━━━ MATERIAL PROVIDED ━━━

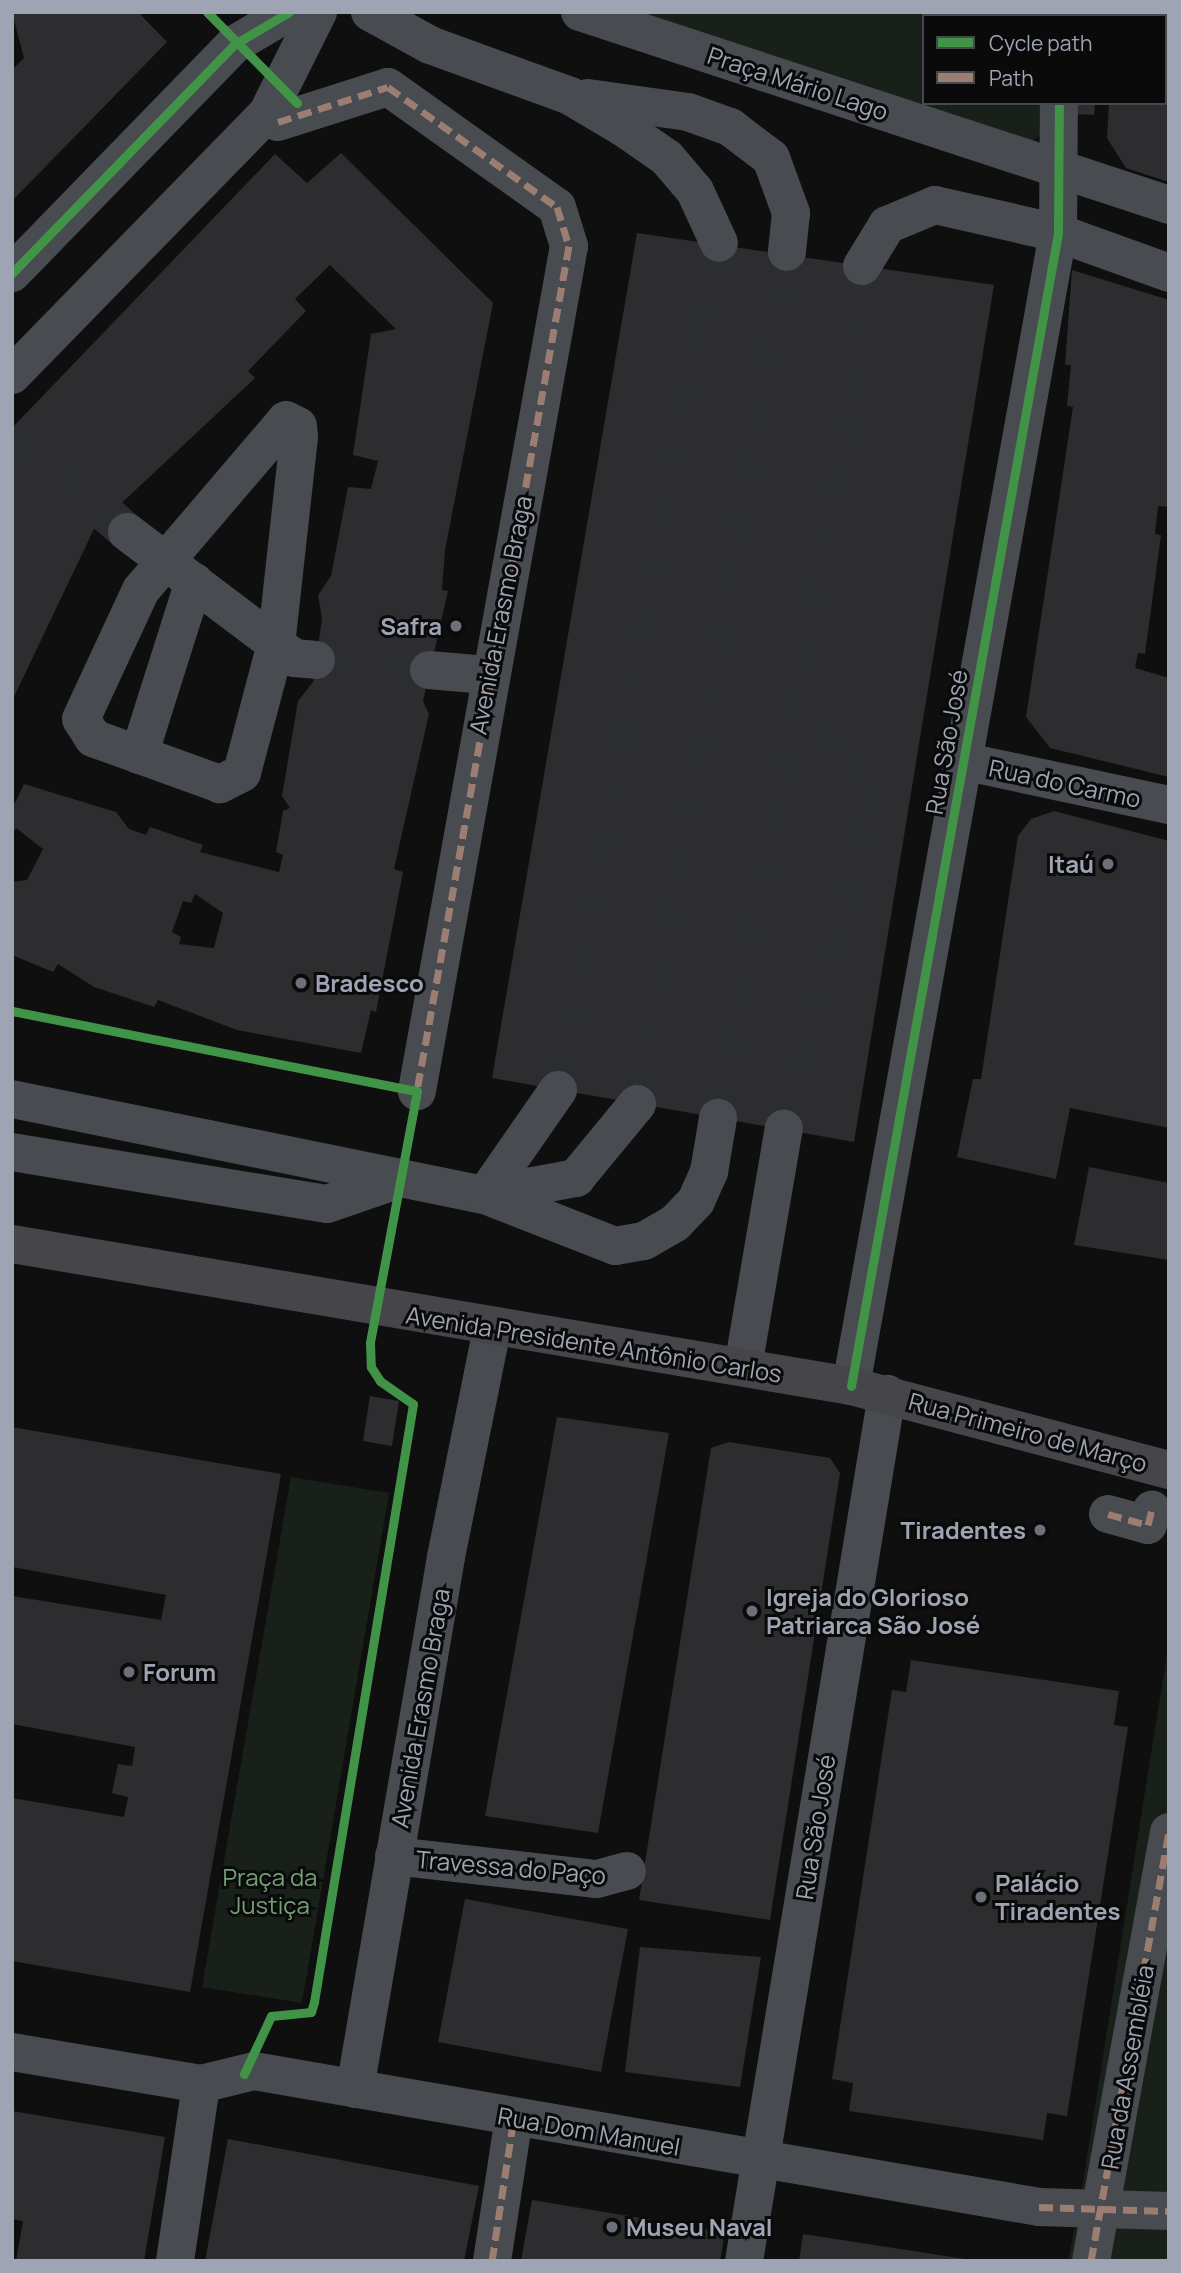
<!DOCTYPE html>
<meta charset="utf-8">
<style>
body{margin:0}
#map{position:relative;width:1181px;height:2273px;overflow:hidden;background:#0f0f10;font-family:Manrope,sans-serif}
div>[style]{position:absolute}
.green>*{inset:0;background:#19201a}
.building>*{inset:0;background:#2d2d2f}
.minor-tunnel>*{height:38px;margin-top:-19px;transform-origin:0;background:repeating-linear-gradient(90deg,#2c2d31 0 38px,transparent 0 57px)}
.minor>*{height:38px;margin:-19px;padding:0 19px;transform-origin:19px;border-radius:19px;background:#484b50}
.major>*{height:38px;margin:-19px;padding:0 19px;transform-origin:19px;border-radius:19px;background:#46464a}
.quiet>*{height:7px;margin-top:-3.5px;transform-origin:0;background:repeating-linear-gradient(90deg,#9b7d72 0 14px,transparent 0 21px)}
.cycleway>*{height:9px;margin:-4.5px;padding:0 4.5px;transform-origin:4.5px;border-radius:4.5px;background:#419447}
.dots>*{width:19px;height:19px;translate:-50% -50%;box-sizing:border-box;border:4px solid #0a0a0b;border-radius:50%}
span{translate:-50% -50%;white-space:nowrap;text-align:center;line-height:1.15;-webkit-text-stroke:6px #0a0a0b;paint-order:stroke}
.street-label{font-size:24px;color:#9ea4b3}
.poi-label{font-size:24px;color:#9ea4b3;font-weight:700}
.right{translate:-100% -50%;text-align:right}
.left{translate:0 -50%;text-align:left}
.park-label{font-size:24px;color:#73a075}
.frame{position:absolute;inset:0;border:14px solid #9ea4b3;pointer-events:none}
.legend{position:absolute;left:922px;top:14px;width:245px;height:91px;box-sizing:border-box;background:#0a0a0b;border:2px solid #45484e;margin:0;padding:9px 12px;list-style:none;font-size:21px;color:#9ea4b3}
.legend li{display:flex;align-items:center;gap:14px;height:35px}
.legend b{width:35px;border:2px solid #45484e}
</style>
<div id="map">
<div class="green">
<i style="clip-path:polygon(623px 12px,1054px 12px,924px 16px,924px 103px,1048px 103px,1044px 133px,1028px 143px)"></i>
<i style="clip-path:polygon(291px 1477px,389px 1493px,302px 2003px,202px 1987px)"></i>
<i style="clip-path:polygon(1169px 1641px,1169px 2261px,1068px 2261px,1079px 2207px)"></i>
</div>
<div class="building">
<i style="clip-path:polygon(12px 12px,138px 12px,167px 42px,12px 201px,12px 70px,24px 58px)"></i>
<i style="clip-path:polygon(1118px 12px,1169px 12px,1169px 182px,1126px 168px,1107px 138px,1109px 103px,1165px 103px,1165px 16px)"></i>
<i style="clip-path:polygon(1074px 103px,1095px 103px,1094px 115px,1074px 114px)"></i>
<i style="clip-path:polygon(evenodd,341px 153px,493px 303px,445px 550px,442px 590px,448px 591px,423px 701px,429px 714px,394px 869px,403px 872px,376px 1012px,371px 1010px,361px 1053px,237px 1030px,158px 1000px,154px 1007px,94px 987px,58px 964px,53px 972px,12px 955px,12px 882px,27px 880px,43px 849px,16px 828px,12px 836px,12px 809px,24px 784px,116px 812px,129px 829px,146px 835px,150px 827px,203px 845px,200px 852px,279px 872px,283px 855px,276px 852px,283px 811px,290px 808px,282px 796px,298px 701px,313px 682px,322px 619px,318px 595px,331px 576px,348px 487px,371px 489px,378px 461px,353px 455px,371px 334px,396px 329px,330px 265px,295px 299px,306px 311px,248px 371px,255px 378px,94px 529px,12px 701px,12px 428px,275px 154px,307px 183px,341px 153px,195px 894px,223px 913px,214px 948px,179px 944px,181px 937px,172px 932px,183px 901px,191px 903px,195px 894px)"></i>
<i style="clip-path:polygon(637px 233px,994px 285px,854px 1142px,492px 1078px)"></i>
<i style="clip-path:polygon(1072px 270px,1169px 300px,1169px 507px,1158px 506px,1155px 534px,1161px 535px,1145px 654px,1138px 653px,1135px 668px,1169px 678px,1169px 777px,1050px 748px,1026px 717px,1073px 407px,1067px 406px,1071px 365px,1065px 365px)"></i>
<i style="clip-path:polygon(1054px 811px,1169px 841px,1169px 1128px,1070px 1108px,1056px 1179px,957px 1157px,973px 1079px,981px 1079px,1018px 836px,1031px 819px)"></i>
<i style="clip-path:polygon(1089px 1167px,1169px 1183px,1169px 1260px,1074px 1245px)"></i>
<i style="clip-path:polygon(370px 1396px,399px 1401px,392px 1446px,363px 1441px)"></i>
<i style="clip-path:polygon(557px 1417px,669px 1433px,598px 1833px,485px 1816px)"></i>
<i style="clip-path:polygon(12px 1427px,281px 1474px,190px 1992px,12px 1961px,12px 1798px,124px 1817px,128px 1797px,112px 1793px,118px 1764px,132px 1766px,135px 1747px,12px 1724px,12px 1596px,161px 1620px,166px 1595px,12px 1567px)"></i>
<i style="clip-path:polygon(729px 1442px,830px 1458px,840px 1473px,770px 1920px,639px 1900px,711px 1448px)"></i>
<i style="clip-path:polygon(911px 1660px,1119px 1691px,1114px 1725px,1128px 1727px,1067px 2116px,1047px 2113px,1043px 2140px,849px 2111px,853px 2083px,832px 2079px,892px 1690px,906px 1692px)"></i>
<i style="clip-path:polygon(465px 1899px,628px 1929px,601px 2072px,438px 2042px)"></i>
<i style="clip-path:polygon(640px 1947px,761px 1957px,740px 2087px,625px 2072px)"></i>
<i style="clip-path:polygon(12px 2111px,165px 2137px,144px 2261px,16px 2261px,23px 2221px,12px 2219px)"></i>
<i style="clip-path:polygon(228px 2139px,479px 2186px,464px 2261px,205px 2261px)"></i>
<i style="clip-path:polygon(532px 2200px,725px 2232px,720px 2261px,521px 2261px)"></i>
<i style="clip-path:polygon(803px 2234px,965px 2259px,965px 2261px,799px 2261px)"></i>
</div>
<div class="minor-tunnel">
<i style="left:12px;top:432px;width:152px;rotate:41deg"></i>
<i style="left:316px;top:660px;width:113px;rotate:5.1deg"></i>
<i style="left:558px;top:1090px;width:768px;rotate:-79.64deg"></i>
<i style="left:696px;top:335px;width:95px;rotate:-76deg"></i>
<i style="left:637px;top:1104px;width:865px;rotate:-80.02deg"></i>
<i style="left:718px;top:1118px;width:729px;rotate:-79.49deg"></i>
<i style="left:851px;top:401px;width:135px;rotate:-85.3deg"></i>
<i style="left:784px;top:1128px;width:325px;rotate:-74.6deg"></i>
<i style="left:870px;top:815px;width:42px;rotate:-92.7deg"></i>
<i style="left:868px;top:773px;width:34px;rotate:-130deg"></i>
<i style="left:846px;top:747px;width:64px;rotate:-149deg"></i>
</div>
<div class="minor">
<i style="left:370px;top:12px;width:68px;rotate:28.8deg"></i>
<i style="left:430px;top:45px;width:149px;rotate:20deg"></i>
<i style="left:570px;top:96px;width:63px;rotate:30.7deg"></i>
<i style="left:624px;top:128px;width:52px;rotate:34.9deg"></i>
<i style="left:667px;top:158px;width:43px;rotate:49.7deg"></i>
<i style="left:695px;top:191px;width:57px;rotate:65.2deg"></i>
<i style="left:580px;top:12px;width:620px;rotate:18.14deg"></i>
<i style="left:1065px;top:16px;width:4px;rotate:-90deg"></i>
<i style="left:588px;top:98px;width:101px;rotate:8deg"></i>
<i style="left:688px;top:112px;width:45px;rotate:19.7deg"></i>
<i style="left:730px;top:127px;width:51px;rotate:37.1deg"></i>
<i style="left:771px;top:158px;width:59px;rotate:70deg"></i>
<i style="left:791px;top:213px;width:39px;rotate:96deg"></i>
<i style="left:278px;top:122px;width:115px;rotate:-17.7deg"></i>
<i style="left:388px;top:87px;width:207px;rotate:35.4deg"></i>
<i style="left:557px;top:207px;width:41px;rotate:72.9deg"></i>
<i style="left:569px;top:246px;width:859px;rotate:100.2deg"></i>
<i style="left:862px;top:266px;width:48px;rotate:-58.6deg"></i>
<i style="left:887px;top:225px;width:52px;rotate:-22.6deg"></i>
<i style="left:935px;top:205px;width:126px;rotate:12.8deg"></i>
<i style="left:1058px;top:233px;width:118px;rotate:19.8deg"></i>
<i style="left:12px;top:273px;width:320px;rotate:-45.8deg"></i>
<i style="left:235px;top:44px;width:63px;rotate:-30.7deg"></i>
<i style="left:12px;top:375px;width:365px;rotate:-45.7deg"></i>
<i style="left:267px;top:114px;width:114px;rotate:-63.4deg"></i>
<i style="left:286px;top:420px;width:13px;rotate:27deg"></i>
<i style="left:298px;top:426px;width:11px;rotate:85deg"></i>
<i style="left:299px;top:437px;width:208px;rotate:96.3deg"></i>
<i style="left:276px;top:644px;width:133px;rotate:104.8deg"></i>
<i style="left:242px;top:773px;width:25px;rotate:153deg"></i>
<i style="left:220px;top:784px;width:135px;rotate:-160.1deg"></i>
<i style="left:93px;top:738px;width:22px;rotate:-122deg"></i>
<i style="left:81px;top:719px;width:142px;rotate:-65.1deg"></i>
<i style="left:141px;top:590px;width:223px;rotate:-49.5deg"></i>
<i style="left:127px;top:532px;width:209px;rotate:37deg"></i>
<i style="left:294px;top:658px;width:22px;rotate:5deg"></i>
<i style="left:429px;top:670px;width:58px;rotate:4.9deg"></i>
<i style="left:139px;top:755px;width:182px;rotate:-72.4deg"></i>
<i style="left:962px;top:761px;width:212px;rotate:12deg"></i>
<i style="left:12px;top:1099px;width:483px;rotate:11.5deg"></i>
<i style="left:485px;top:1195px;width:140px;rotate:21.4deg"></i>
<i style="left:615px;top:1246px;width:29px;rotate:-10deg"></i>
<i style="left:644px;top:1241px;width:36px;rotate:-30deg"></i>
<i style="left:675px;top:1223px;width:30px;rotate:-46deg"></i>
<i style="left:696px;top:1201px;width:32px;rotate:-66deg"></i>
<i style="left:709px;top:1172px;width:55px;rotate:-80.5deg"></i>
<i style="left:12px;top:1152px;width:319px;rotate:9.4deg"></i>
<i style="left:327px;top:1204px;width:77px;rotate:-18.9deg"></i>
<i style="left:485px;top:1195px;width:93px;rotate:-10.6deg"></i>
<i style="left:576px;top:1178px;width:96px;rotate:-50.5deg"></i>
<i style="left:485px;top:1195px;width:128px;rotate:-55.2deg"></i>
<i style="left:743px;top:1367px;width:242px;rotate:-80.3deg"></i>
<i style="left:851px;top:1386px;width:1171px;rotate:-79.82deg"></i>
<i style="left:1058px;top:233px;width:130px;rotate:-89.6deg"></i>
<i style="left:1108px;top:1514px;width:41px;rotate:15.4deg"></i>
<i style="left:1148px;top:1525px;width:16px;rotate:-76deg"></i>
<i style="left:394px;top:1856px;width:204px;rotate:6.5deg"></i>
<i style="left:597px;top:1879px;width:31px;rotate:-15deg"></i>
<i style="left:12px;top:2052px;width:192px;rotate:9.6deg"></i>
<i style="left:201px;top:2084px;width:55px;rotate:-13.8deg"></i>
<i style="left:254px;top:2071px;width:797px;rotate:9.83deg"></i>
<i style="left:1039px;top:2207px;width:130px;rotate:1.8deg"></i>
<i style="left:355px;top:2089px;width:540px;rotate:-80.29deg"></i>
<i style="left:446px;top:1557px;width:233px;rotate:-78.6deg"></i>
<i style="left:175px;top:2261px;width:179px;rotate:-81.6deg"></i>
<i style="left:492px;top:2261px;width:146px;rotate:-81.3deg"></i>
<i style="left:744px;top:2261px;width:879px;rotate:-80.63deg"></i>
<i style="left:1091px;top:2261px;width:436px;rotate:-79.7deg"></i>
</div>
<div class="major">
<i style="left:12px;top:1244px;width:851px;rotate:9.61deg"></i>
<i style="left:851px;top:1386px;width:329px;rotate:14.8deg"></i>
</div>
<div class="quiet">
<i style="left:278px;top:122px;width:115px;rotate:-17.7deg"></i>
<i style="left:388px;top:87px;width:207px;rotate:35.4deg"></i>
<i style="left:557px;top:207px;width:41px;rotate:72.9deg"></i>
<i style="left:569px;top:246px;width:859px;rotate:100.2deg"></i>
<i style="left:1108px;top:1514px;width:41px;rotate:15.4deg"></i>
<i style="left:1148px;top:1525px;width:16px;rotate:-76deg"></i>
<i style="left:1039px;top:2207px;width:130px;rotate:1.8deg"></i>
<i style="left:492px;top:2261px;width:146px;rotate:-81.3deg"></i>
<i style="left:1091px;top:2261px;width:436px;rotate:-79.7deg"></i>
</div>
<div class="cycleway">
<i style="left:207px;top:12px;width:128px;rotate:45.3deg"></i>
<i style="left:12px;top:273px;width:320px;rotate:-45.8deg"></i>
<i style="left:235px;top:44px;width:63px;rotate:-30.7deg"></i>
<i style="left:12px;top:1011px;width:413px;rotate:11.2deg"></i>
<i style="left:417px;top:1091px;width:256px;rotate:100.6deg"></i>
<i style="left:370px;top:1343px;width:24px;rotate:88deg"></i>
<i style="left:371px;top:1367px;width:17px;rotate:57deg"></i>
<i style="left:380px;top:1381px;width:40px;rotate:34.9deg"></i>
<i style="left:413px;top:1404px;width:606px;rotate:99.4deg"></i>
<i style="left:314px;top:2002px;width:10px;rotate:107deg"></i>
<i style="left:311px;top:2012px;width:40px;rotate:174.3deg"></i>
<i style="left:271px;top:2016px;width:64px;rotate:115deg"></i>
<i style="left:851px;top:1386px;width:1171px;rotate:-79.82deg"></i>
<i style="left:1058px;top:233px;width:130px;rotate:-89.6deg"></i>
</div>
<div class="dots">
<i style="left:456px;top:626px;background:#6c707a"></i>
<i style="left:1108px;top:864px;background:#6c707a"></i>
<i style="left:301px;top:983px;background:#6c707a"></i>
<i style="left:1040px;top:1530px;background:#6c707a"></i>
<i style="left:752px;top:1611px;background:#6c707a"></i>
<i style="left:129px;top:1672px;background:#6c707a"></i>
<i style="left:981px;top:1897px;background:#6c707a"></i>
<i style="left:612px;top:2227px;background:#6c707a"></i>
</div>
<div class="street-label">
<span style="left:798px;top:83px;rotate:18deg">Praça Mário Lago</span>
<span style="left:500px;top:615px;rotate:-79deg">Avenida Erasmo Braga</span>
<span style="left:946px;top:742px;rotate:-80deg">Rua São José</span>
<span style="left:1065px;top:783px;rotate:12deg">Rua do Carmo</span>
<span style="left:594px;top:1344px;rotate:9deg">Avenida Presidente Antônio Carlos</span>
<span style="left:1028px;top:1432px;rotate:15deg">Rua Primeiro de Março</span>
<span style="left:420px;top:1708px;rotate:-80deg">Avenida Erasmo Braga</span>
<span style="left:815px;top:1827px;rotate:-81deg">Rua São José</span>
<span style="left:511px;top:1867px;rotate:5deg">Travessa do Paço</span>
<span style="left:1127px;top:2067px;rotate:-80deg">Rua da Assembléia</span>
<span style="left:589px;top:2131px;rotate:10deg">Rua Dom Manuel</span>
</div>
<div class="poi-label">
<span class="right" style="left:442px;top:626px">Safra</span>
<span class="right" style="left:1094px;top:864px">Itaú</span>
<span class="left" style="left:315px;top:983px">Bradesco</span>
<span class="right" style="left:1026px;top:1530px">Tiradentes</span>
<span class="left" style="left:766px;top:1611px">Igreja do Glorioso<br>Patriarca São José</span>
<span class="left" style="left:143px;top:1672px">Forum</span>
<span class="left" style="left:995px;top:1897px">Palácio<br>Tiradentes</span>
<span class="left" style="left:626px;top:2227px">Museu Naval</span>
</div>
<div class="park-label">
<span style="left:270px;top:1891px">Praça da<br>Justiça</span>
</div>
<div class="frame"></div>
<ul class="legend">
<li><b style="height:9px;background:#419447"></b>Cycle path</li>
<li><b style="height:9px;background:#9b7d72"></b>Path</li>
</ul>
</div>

━━━

(EXERCISE BRIEF) Filter the records above and return every line that holds the word "border".

(SOLUTION TO THE EXERCISE)
.minor>*{height:38px;margin:-19px;padding:0 19px;transform-origin:19px;border-radius:19px;background:#484b50}
.major>*{height:38px;margin:-19px;padding:0 19px;transform-origin:19px;border-radius:19px;background:#46464a}
.cycleway>*{height:9px;margin:-4.5px;padding:0 4.5px;transform-origin:4.5px;border-radius:4.5px;background:#419447}
.dots>*{width:19px;height:19px;translate:-50% -50%;box-sizing:border-box;border:4px solid #0a0a0b;border-radius:50%}
.frame{position:absolute;inset:0;border:14px solid #9ea4b3;pointer-events:none}
.legend{position:absolute;left:922px;top:14px;width:245px;height:91px;box-sizing:border-box;background:#0a0a0b;border:2px solid #45484e;margin:0;padding:9px 12px;list-style:none;font-size:21px;color:#9ea4b3}
.legend b{width:35px;border:2px solid #45484e}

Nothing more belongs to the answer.